Lessons Learned From Running Serverless In Production For 5 Years

Jul 12 2022

I have been an AWS customer since 2010 and in the early days I, along with just about everyone else on AWS, spent a lot of my time just managing infrastructure. Patching AMIs, configuring load balancers, updating auto-scaling configurations, and so on. It was the sort of thankless task that no one cared about until something went wrong! The very definition of what Werner Vogel often refers to as “undifferentiated heavy-lifting”.

For the longest time, I hoped for a better way. When AWS launched the Lambda service at re:Invent 2014 and its subsequent integration with API Gateway in 2015, it was a huge turning point for me. I have worked almost exclusively with serverless technologies since 2016. These days, I find myself more productive than ever and the systems I build are more reliable, more scalable and more secure.

But, it’s not a free lunch, and I have had to make many mistakes and learn many lessons along the way. After all, with serverless, you’re building cloud-native applications that utilize the cloud to its maximum potential. To that end, we need to use AWS effectively and develop ways of working that help us get the most of what AWS has to offer.

In this post, let me share with you the five most important lessons I have learnt from running serverless workloads in production for the last five years.

Observability from day one

You can’t build a reliable application if you can’t debug it effectively. Period.

What is observability?

Observability has become a buzzword in the last few years, and to me, it’s a measure of how well the internal states of a system can be inferred from its external output. You know, how well can you tell what your cloud-hosted application is doing at any moment in time?

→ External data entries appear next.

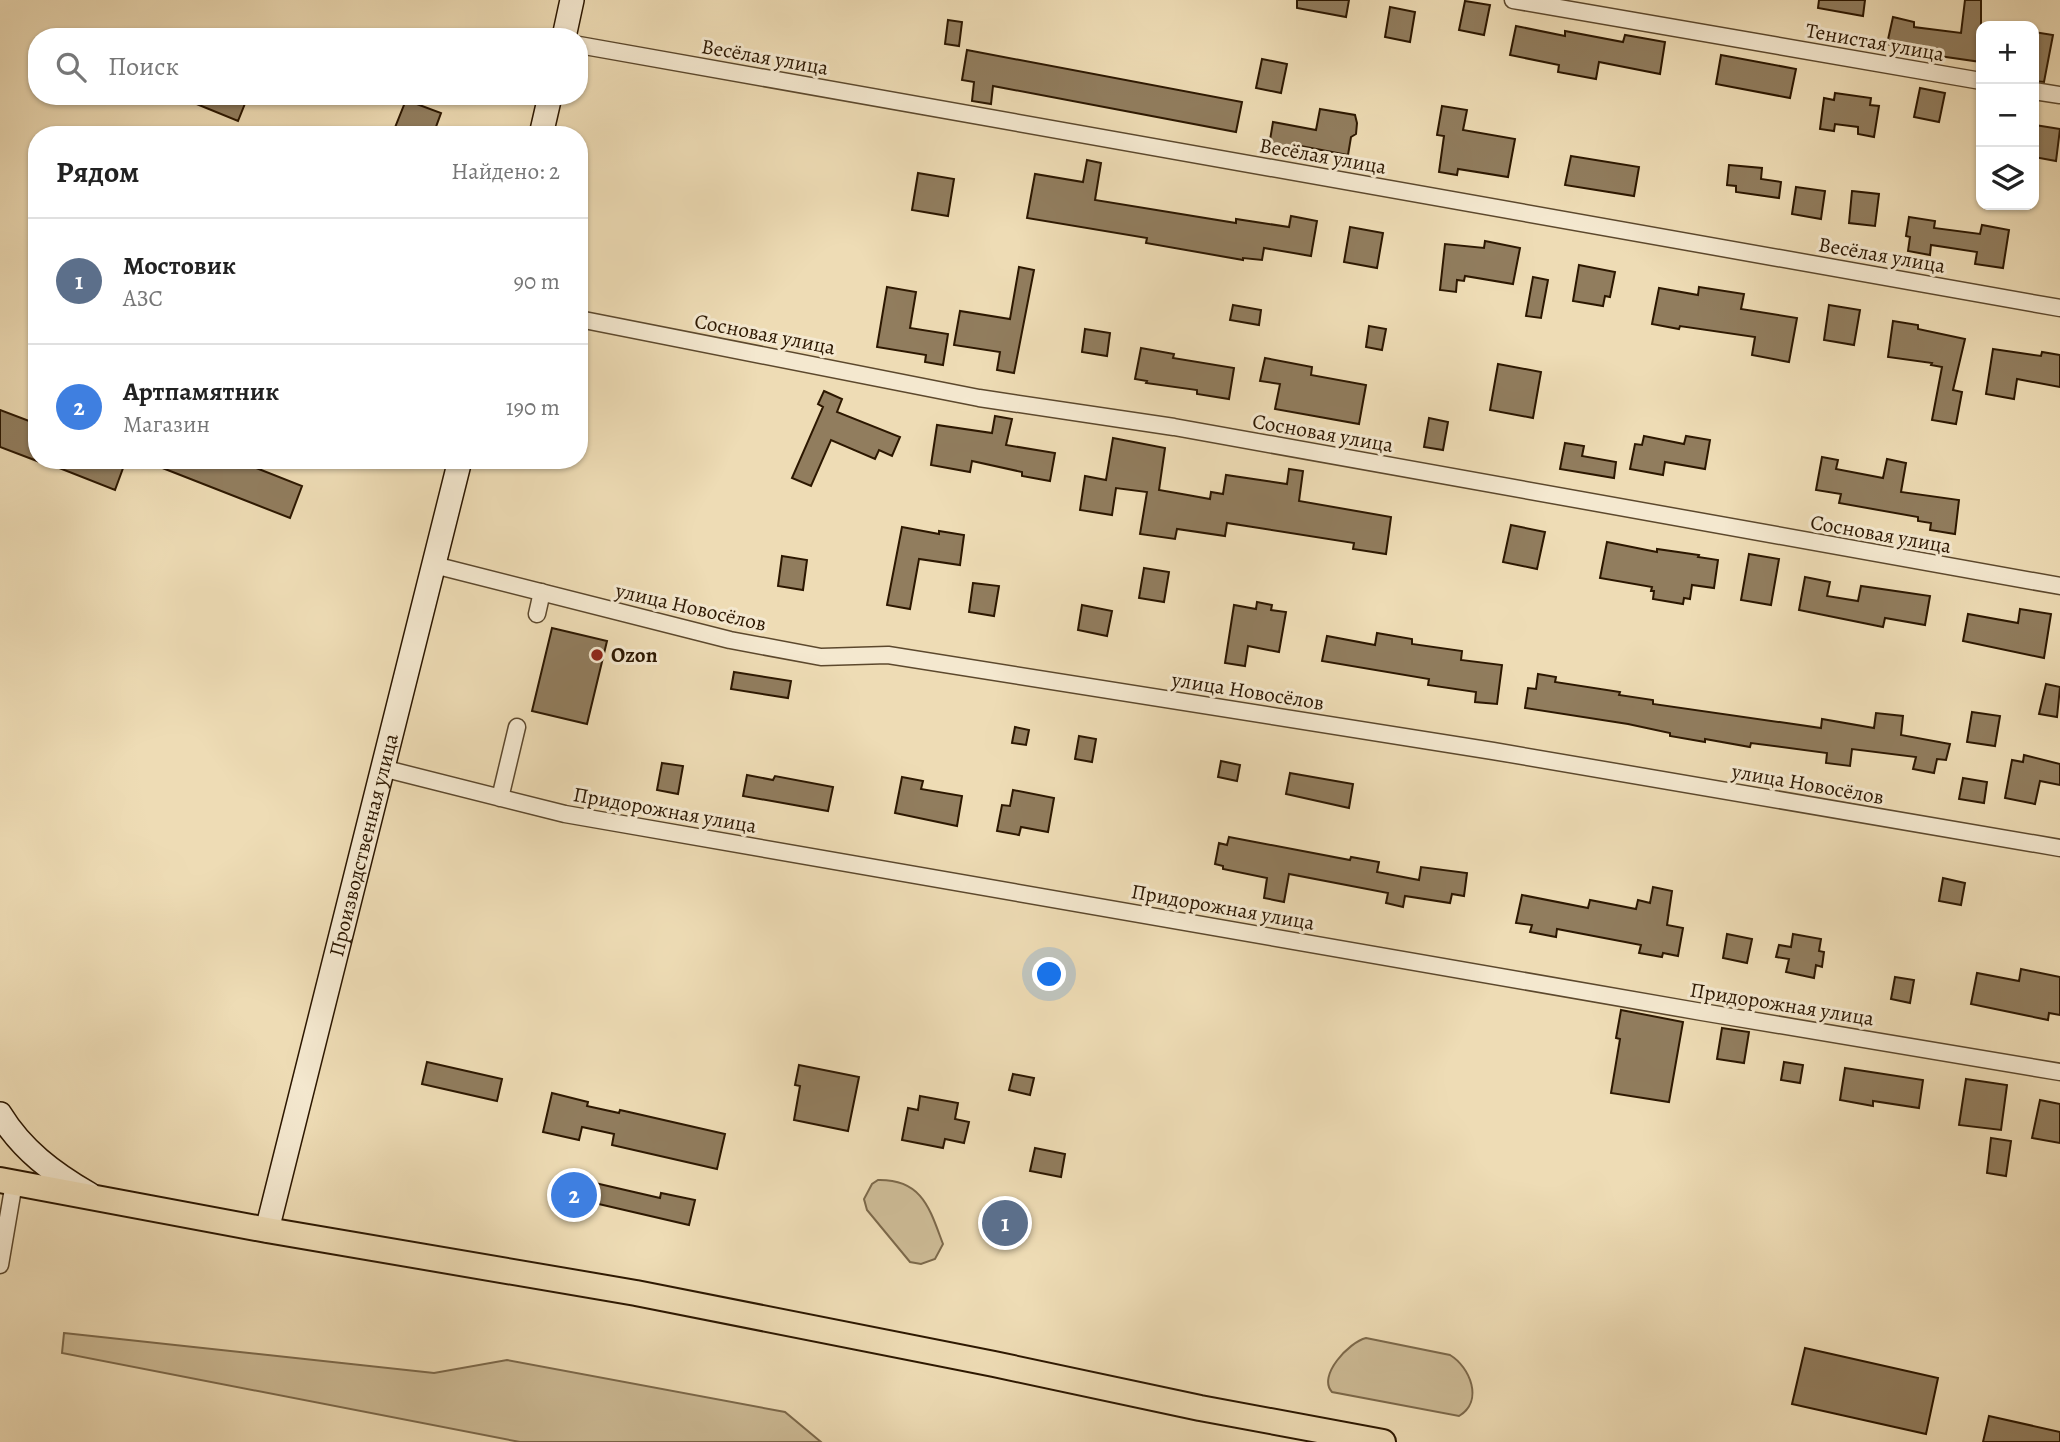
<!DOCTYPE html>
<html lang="ru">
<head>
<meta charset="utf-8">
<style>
	:root { --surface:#fff; --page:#f6f6f6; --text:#222; --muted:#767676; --line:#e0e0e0; --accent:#111827 }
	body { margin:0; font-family:Alegreya,serif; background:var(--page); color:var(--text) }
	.controls { position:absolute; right:21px; top:21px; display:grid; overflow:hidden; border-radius:14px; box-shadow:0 2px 5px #0004 }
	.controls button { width:63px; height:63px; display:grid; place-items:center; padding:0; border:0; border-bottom:2px solid var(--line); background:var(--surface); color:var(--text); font:35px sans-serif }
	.you { position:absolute; left:1050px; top:975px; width:24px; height:24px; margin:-18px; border:5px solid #fff; border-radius:50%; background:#1a73e8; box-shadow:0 0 0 10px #1a73e833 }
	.badge { display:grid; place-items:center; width:46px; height:46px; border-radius:50%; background:var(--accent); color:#fff; font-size:23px; font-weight:700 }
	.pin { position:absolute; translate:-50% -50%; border:4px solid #fff; box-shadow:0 2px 7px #0006 }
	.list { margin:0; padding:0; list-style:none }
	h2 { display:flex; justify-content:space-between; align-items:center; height:91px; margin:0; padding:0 28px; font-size:30px }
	h2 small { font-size:23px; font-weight:400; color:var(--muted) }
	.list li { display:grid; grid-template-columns:46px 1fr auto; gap:21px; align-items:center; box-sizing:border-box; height:126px; padding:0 28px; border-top:2px solid var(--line) }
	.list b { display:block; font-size:26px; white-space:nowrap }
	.list p { margin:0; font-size:23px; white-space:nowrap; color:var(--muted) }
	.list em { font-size:23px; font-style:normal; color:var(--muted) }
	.icon { flex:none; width:38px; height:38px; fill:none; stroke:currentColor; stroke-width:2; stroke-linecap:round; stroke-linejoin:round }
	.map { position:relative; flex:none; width:2060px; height:1442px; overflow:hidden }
	.search { position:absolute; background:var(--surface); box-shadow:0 2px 5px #0004; left:28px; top:28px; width:560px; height:77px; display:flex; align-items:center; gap:18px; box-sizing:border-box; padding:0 24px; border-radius:28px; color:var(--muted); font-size:26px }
	.panel { position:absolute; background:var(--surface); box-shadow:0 2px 5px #0004; left:28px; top:126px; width:560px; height:343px; border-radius:28px }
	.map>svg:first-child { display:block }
	.green { fill:#cdbb96; stroke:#7c694b; stroke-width:2 }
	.building { fill:#917d5e; stroke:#2c1700; stroke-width:2 }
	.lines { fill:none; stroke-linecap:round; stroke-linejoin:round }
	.street-casing { stroke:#5c482d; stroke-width:19 }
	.secondary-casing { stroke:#2c1700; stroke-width:26 }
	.primary-casing { stroke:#2c1700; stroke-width:28 }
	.street { stroke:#f4e8cf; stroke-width:16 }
	.secondary { stroke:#f4e8cf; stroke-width:23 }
	.primary { stroke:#eedcb5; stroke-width:24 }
	.poi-dot { fill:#8f2418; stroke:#f4e8cf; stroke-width:2.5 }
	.labels { text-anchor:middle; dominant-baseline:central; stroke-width:6; stroke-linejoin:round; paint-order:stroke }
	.street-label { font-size:21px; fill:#2c1700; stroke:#f4e8cf }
	.poi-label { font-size:21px; font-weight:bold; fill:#2c1700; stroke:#f4e8cf; text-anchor:start }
</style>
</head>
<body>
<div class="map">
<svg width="2060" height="1442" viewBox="0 0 2060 1442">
	<rect width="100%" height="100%" fill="#eedcb5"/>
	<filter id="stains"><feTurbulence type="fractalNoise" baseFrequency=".00286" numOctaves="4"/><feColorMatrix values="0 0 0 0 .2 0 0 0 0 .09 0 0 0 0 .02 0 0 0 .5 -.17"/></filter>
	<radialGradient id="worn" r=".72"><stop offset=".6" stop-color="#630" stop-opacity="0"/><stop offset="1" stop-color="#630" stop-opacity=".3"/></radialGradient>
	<path class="green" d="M 878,1180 C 923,1179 930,1210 943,1244 L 935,1259 L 921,1264 L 910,1262 L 867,1210 L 864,1199 L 872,1184 Z
		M 64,1333 L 434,1373 L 507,1360 L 785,1412 L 821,1442 L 520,1442 L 62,1353 Z
		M 1366,1338 L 1450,1355 C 1470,1367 1484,1401 1459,1416 L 1332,1392 C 1317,1376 1349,1342 1366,1338 Z"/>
	<path class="building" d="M 1297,0 L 1349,0 L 1346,17 L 1297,8 Z
		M 1819,0 L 1865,0 L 1863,16 L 1818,8 Z
		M 1965,0 L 1981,0 L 1981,62 L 1932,55 L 1887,44 L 1893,17 L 1914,22 L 1914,27 L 1961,33 Z
		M 1465,1 L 1490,5 L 1484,35 L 1459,30 Z
		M 1390,7 L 1415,12 L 1410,42 L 1385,37 Z
		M 948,20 L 962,22 L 959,46 L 945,44 Z
		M 1516,26 L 1565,36 L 1565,31 L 1623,42 L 1625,35 L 1665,42 L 1660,74 L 1599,62 L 1596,79 L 1558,72 L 1559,65 L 1510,55 Z
		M 2034,32 L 2053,35 L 2044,82 L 2034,81 Z
		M 967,50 L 1242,102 L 1236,132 L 993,86 L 991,104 L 972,101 L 974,82 L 962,80 Z
		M 1721,55 L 1796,69 L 1790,98 L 1716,84 Z
		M 1262,59 L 1287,64 L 1281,93 L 1256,88 Z
		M 1920,88 L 1945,93 L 1939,122 L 1914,117 Z
		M 1835,93 L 1871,98 L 1870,105 L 1879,106 L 1874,137 L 1858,134 L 1858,127 L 1835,124 L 1834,131 L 1820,129 L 1824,98 L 1834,100 Z
		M 177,96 L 248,96 L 238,121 Z
		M 406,100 L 441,113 L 433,135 L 392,135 Z
		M 1442,106 L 1467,110 L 1463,130 L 1515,139 L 1508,177 L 1458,169 L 1457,175 L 1439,172 L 1444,136 L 1437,135 Z
		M 1320,109 L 1355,115 L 1357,123 L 1356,134 L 1351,137 L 1348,155 L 1295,145 L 1293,156 L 1268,152 L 1273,122 L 1316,130 Z
		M 2035,125 L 2060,129 L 2056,161 L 2034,157 Z
		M 1571,156 L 1639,167 L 1634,196 L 1565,185 Z
		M 1087,160 L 1101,163 L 1095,200 L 1236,223 L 1236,219 L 1289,227 L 1291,216 L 1317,221 L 1311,256 L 1264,248 L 1262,260 L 1243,258 L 1243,260 L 1146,243 L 1147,238 L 1027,218 L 1035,174 L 1083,182 Z
		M 1729,165 L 1762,168 L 1761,179 L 1781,182 L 1779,198 L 1736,192 L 1736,186 L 1727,185 Z
		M 918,173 L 954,179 L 948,216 L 912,210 Z
		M 1796,187 L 1825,191 L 1821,219 L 1792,214 Z
		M 1852,191 L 1879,194 L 1875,226 L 1849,223 Z
		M 1909,217 L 1935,221 L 1934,228 L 1980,234 L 1982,225 L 2009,230 L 2003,268 L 1975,264 L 1977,252 L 1931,245 L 1930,255 L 1908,251 L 1910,237 L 1906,236 Z
		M 1350,227 L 1383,233 L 1377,268 L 1344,262 Z
		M 1485,241 L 1520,248 L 1513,284 L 1465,276 L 1464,281 L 1457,280 L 1456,292 L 1440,290 L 1445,244 L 1484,248 Z
		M 1579,265 L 1615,272 L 1610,297 L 1605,296 L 1603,306 L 1573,301 Z
		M 1019,267 L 1034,270 L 1014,373 L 997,370 L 1000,352 L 954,345 L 960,311 L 1010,319 Z
		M 1533,277 L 1548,280 L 1541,318 L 1526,316 Z
		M 887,287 L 916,292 L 910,328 L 948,334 L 943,365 L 925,362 L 926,355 L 877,347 Z
		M 1699,287 L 1744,294 L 1741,309 L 1797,318 L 1789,362 L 1752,355 L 1755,337 L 1680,326 L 1679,329 L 1652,324 L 1659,288 L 1698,295 Z
		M 1233,305 L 1261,310 L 1259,325 L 1230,320 Z
		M 1829,305 L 1860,310 L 1854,345 L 1824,340 Z
		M 1893,321 L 1918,325 L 1918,329 L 1965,339 L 1953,390 L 1962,392 L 1956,424 L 1932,420 L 1942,367 L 1931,365 L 1932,363 L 1888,357 Z
		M 1369,326 L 1386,329 L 1382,350 L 1366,347 Z
		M 1085,329 L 1110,333 L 1107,356 L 1082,352 Z
		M 1141,348 L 1174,354 L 1173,358 L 1234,368 L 1229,399 L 1197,394 L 1197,390 L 1146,383 L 1147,381 L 1135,379 Z
		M 1993,349 L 2041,356 L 2042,352 L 2060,355 L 2060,387 L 2017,379 L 2014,399 L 1986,394 Z
		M 1265,358 L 1312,367 L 1311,375 L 1366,385 L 1359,424 L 1275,409 L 1280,384 L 1260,381 Z
		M 1498,364 L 1541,372 L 1533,418 L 1490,410 Z
		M 824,391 L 842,399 L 837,412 L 900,437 L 892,456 L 879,450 L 875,459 L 831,440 L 811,486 L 792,478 L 823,407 L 818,404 Z
		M 0,410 L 37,424 L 37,461 L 0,447 Z
		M 995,416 L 1012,419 L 1006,445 L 1055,453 L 1050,481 L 1022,476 L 1022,472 L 972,461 L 970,472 L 931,465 L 937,425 L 992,433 Z
		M 1429,418 L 1448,422 L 1443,450 L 1424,447 Z
		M 1644,436 L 1684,444 L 1686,436 L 1710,440 L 1705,469 L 1665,462 L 1663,475 L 1630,469 L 1635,444 L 1642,445 Z
		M 1113,438 L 1165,448 L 1159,490 L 1182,494 L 1210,499 L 1211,492 L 1223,494 L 1226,475 L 1287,484 L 1289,469 L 1303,471 L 1299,501 L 1391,517 L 1386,554 L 1353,549 L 1354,543 L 1227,523 L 1225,536 L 1177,529 L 1175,539 L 1140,534 L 1147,492 L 1116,488 L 1112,515 L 1080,510 L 1085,476 L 1106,480 Z
		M 1565,443 L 1584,446 L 1582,456 L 1616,462 L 1614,478 L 1560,469 Z
		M 1822,457 L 1838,460 L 1836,469 L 1883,478 L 1887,459 L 1906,463 L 1901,492 L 1959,500 L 1955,534 L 1930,530 L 1931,523 L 1918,521 L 1918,517 L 1839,503 L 1841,494 L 1816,490 Z
		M 39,460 L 126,460 L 115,490 Z
		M 142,460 L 236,460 L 302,486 L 290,518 Z
		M 1511,525 L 1545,532 L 1537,569 L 1503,562 Z
		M 902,527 L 939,534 L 939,531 L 964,535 L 960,565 L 919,559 L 910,609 L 887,605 Z
		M 1607,542 L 1657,552 L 1657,549 L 1699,555 L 1698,557 L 1718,560 L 1714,588 L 1692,585 L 1690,599 L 1684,598 L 1683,604 L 1653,599 L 1654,591 L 1651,591 L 1652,587 L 1600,578 Z
		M 1749,554 L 1779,559 L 1771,605 L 1741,600 Z
		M 782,556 L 807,560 L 803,590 L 778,586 Z
		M 1144,568 L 1169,572 L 1164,602 L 1139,598 Z
		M 1805,577 L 1830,582 L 1827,596 L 1858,601 L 1861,586 L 1930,596 L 1925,625 L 1885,618 L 1883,627 L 1799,610 Z
		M 973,583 L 999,586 L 994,616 L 969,612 Z
		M 1257,602 L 1272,605 L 1271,610 L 1286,612 L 1279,652 L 1248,646 L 1245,666 L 1225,663 L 1234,605 L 1256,609 Z
		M 1082,605 L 1112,611 L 1107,636 L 1078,630 Z
		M 2020,609 L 2051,614 L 2044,658 L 1963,641 L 1968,614 L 2018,623 Z
		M 552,628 L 607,641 L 587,724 L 532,711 Z
		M 1377,633 L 1412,639 L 1412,644 L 1462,651 L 1461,660 L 1502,665 L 1497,704 L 1475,702 L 1476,692 L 1428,685 L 1429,679 L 1322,661 L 1327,636 L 1375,645 Z
		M 734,672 L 791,681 L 788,698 L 731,689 Z
		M 1538,674 L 1556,677 L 1555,682 L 1620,692 L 1619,695 L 1653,700 L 1653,704 L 1821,728 L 1822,719 L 1874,728 L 1876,713 L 1903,716 L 1901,735 L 1950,744 L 1946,760 L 1937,759 L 1934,773 L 1913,769 L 1916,757 L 1852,749 L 1850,766 L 1826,763 L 1827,753 L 1751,743 L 1750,747 L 1705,739 L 1705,742 L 1670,736 L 1670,733 L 1628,724 L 1525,708 L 1528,688 L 1536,689 Z
		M 2046,684 L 2060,687 L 2057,717 L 2039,714 Z
		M 1972,712 L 2000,716 L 1995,746 L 1967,742 Z
		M 1015,727 L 1029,730 L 1026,745 L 1012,743 Z
		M 1079,736 L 1096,739 L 1092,762 L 1075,759 Z
		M 2024,755 L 2060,764 L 2060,785 L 2040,781 L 2035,804 L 2005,798 L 2012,760 L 2023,762 Z
		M 1221,761 L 1240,765 L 1237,781 L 1218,777 Z
		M 662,763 L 683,766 L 678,794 L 657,790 Z
		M 1290,773 L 1353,784 L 1349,808 L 1286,794 Z
		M 747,775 L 773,780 L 775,776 L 833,787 L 828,811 L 743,796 Z
		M 902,777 L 923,781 L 921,789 L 962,796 L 957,826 L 895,813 Z
		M 1963,778 L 1987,782 L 1984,803 L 1959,799 Z
		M 1013,790 L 1054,798 L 1048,832 L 1021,827 L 1019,835 L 997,831 L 1002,805 L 1010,806 Z
		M 1229,837 L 1350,860 L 1351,857 L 1379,862 L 1377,872 L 1419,880 L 1421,867 L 1467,873 L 1464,896 L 1452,894 L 1450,903 L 1405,896 L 1403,907 L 1386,903 L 1388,893 L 1289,874 L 1284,902 L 1264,898 L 1267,878 L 1223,869 L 1223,866 L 1215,864 L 1219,843 L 1227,845 Z
		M 1943,878 L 1965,883 L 1961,905 L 1939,901 Z
		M 1653,887 L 1672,891 L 1667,925 L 1683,928 L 1678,956 L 1663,953 L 1662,957 L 1639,953 L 1641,945 L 1557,929 L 1556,937 L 1530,932 L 1532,925 L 1516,923 L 1522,895 L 1588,908 L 1590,900 L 1636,909 L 1638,900 L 1650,903 Z
		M 1727,934 L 1752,939 L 1747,963 L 1723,958 Z
		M 1793,934 L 1821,939 L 1819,951 L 1824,952 L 1822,967 L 1816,965 L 1814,978 L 1786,972 L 1789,959 L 1776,957 L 1779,945 L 1791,947 Z
		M 2021,969 L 2060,977 L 2060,1015 L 2049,1013 L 2048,1020 L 1971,1004 L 1977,973 L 2019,981 Z
		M 1895,977 L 1914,980 L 1910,1003 L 1891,999 Z
		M 1621,1010 L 1683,1022 L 1669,1102 L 1611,1093 L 1620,1039 L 1616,1038 Z
		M 1722,1028 L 1749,1032 L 1744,1063 L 1717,1059 Z
		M 427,1062 L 502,1079 L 497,1101 L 422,1084 Z
		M 1784,1062 L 1803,1065 L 1800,1083 L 1781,1080 Z
		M 799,1065 L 859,1077 L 848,1131 L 794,1120 L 800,1086 L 795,1085 Z
		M 1845,1068 L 1923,1080 L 1919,1108 L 1873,1101 L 1873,1106 L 1840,1100 Z
		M 1013,1074 L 1034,1078 L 1030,1095 L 1009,1090 Z
		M 1966,1079 L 2007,1085 L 2001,1130 L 1959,1125 Z
		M 552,1093 L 588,1102 L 587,1106 L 619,1113 L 620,1110 L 725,1134 L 717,1169 L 612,1145 L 614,1134 L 582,1127 L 579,1140 L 543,1132 Z
		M 920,1096 L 958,1103 L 955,1119 L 969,1122 L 964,1143 L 945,1139 L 943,1148 L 902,1140 L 908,1108 L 918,1110 Z
		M 2040,1100 L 2060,1104 L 2060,1143 L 2032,1138 Z
		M 1991,1138 L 2011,1141 L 2006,1176 L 1987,1173 Z
		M 1035,1148 L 1065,1154 L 1061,1177 L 1030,1171 Z
		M 595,1183 L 660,1198 L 661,1193 L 695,1200 L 689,1225 L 590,1202 Z
		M 1805,1348 L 1938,1378 L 1926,1434 L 1792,1404 Z
		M 1989,1416 L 2060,1432 L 2060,1442 L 1983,1442 Z"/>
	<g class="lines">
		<defs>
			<path id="street" d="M 1513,0 L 1981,81
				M 579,45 L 2060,308
				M 2034,91 L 2060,95
				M 579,319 L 979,398 L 1174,427 L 2060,586
				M 434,565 L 730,640 L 821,657 L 888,655 L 1493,751 L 2060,848
				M 537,614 L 542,592
				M 382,768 L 565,814 L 1702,1012 L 2060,1072
				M 500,798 L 517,727
				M 0,1265 L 14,1183"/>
			<g id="secondary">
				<path d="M 564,37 L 572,0"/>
				<path d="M 541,135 L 550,96"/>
				<path d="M 0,1114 C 22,1150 53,1173 89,1194"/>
				<path id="s1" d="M 267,1230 L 460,460"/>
			</g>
			<path id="primary" d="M 0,1180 L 267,1230 L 636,1293 L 994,1364 L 1200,1408 L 1383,1442"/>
		</defs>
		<use href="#street" class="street-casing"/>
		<use href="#secondary" class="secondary-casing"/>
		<use href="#primary" class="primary-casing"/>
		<use href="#street" class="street"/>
		<use href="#secondary" class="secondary"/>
		<use href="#primary" class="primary"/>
	</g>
	<circle class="poi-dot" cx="597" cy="655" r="7"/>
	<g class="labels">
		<g class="street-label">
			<text transform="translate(1875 42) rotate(10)">Тенистая улица</text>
			<text transform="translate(765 57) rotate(10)">Весёлая улица</text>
			<text transform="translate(1323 156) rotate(10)">Весёлая улица</text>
			<text transform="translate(1882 255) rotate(10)">Весёлая улица</text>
			<text transform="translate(765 334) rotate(11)">Сосновая улица</text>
			<text transform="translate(1323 433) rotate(10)">Сосновая улица</text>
			<text transform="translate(1881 534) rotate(10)">Сосновая улица</text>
			<text transform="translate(691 607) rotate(13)">улица Новосёлов</text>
			<text transform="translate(1248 691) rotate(9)">улица Новосёлов</text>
			<text transform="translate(1808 784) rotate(10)">улица Новосёлов</text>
			<text transform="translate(665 810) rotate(10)">Придорожная улица</text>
			<text stroke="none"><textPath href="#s1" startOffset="397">Производственная улица</textPath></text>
			<text transform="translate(1223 907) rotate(10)">Придорожная улица</text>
			<text transform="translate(1782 1004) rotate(9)">Придорожная улица</text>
		</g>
		<g class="poi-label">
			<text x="611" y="655">Ozon</text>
		</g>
	</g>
	<rect width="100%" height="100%" filter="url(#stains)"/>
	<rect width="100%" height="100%" fill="url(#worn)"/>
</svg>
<div class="controls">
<button>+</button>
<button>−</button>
<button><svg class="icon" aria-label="layers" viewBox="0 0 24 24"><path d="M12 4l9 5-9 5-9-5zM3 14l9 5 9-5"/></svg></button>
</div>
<div class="you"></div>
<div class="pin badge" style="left:1005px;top:1223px;background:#5c6f8a">1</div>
<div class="pin badge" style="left:574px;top:1195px;background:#3f7fe0">2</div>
<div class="search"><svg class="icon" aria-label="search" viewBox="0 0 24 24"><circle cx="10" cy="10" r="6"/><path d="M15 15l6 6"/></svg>Поиск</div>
<section class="panel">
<h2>Рядом<small>Найдено: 2</small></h2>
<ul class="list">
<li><span class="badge" style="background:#5c6f8a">1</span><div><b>Мостовик</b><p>АЗС</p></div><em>90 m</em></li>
<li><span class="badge" style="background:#3f7fe0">2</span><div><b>Артпамятник</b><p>Магазин</p></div><em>190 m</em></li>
</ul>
</section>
</div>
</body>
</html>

How much observability you have in your serverless application depends on the quantity and quality of the external outputs you are collecting from it. Outputs such as metrics, logs, distributed traces and so on. And how well you are able to analyze and make sense of these data to identify patterns of behavior and outliers or to troubleshoot live issues.

Logs are overrated

And no, logs and metrics are not enough.

In fact, I have come to the conclusion that logs are overrated. They have their use, but they are hardly the most effective way to troubleshoot problems. Especially when you’re under time pressure to identify and resolve the problem quickly, as is the case with most production outages.

At the best of times, searching through the mountains of log messages can feel like an exercise of finding a needle in a giant haystack. And there’s a long list of challenges and decision points you have to deal with:

How to make sure everyone writes structured logs?
How to make sure everyone logs data consistently, e.g.
- naming of fields
- what data to capture – Lambda invocation payload, request and response body for IO calls, duration of IO calls, exception message and stack trace, etc.
How to capture and forward correlation IDs so you can easily find related log messages? For example, where a user transaction touches multiple Lambda functions chained together via events.
What log aggregation platform to use? How to forward the logs from CloudWatch?
How do you sample debug logs in production to keep the CloudWatch cost in check? It’s common for AWS customers to spend 10x more on CloudWatch than they do on Lambda.

It takes a lot of work to build out a logging solution that is both cost-efficient and effective at helping developers understand what is going on in their applications. It often takes having a dedicated “platform” team to build and own these custom solutions. And these in-house solutions often cause as many problems as they solve and create frictions in the organization. Because the people that develop these solutions often aren’t the same people that need to use them every day and don’t experience their pain.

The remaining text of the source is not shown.